Mais considérant qu'il incombe à Sarah A. de rapporter la preuve de la fin du contrat de bail générant les loyers sur lesquels porte la saisie ; qu'à ce jour elle ne s'est pas conformée aux dispositions de l'article R. 211-17 alinea 2 du code des procédures civiles d'exécution qui lui font obligation lorsque le tiers saisi cesse d'être tenu envers le débiteur, d'en informer le créancier par lettre recommandée avec avis de réception ;

Que non seulement Sarah A. ne justifie pas de la résiliation du bail mais qu'il résulte de son inscription au registre du commerce et des sociétés dont l'extrait produit est en date du 1er novembre 2010, qu'elle s'est domiciliée au [...] correspondant à l'adresse du bail ; que c'est d'ailleurs cette adresse qui est mentionnée sur ses dernières conclusions signifiées le 22 mai 2013 ; que l'attestation de la mère de Sarah A. est dépourvue de toute force probante compte tenu de sa qualité de débitrice et de bailleresse ;

Que Sarah A. ne rapporte pas la preuve de la cessation du bail ;

Qu'un certificat de non contestation de la saisie-attribution a été dressé par l'huissier le 23 mars 2009, signifié à Sarah A. le 31 mars 2009 ; que celle-ci a écrit à l'huissier le 6 avril 2009 qu'elle se reconnaissait débitrice des loyers qu'elle ne manquerait pas de lui adresser, sans jamais avoir tenu cet engagement ;

Qu'il en résulte qu'en application des textes susvisés, Sarah A. doit être condamnée à hauteur de l'étendue de son obligation au titre du bail, soit à ce jour au paiement de la somme de 38.350 € (650 € x 59 mois) correspondant aux loyers dus entre le 1er avril 2009 et le 28 février 2014; que le jugement doit être réformé sur le quantum de la condamnation prononcée à l'encontre de Sarah A., qui reste cependant débitrice envers Diana P. des loyers à échoir à compter du 1er mars 2014 ;

Considérant qu'eu égard à l'ancienneté de la dette qui remonte à 2008 et à l'effet attributif immédiat par nature d'une saisie-attribution, Sarah A. doit être déboutée de sa demande de délai de paiement, d'autant que la mesure de saisie date de 2009 ; que le jugement sera confirmé sur ce point ;

Considérant que le présent arrêt permettra de convertir en inscription définitive l'inscription provisoire d'hypothèque judiciaire prise le 9 mai 2012 sur les parts et portions indivises dont Sarah A. est propriétaire sur un immeuble situé [...] cadastré sections 000 OK 75 et 000 OK 77 .

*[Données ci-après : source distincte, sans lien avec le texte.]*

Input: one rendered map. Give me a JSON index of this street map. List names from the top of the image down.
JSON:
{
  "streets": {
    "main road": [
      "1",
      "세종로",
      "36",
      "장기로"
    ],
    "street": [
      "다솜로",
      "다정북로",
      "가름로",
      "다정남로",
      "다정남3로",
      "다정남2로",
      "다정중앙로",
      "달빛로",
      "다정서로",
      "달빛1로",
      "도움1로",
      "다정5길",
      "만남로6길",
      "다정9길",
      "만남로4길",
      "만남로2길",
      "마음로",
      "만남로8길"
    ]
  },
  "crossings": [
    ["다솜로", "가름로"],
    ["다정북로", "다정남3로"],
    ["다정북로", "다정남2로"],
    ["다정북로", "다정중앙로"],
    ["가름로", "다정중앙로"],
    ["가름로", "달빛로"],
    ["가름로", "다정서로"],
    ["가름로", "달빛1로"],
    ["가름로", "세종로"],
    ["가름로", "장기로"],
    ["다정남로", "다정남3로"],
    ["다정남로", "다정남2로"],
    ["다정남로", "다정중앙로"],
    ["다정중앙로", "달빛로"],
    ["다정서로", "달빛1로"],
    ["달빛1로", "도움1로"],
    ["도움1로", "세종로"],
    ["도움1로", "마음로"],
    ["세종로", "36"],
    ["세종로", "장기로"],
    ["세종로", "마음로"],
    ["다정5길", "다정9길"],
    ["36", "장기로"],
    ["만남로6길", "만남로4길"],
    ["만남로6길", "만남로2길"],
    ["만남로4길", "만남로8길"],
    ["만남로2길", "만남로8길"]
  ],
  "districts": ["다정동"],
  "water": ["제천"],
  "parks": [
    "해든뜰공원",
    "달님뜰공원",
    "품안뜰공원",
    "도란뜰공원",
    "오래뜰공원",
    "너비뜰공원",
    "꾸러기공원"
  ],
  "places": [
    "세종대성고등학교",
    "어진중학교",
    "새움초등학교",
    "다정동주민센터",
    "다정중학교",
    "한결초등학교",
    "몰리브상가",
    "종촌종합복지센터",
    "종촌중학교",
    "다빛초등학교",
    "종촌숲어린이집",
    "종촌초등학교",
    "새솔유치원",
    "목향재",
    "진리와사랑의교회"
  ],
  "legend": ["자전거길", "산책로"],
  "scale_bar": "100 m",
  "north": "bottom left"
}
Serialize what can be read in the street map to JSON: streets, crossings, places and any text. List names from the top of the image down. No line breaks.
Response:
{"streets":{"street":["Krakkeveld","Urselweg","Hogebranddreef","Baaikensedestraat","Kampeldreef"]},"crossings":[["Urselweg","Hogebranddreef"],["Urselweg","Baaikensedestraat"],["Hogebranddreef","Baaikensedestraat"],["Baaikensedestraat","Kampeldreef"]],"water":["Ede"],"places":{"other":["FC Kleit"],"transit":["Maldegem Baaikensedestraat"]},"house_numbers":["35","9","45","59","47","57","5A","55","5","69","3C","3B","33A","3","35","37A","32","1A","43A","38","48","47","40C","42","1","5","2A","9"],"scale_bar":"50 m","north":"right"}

Considérant que le tribunal a exactement statué sur les dépens et sur l'application de l'article 700 du code de procédure civile ; qu'en conséquence, le jugement sera confirmé de ces chefs ;

Considérant que Sarah A. qui succombe en son recours sera condamnée aux dépens d'appel ;

Que l'équité commande d'allouer à Diana P. la somme de 2.000 € au titre des frais non compris dans les dépens d'appel ;

PAR CES MOTIFS

Statuant publiquement et contradictoirement,

Confirme le jugement entrepris en toutes ses dispositions sauf en ce qui concerne le montant de la condamnation prononcée à l'encontre de Sarah A. ,

Statuant à nouveau du chef réformé et ajoutant au jugement entrepris,

Condamne Sarah A. à payer à Diana P. la somme de 38.350 €,

Condamne Sarah A. à payer à Diana P. la somme de 2.000 € en application des dispositions de l'article 700 du code de procédure civile,

Rejette toutes autres demandes plus amples ou contraires des parties,

Condamne Sarah A. aux dépens d'appel qui pourront être recouvrés conformément aux dispositions de l'article 699 du code de procédure civile.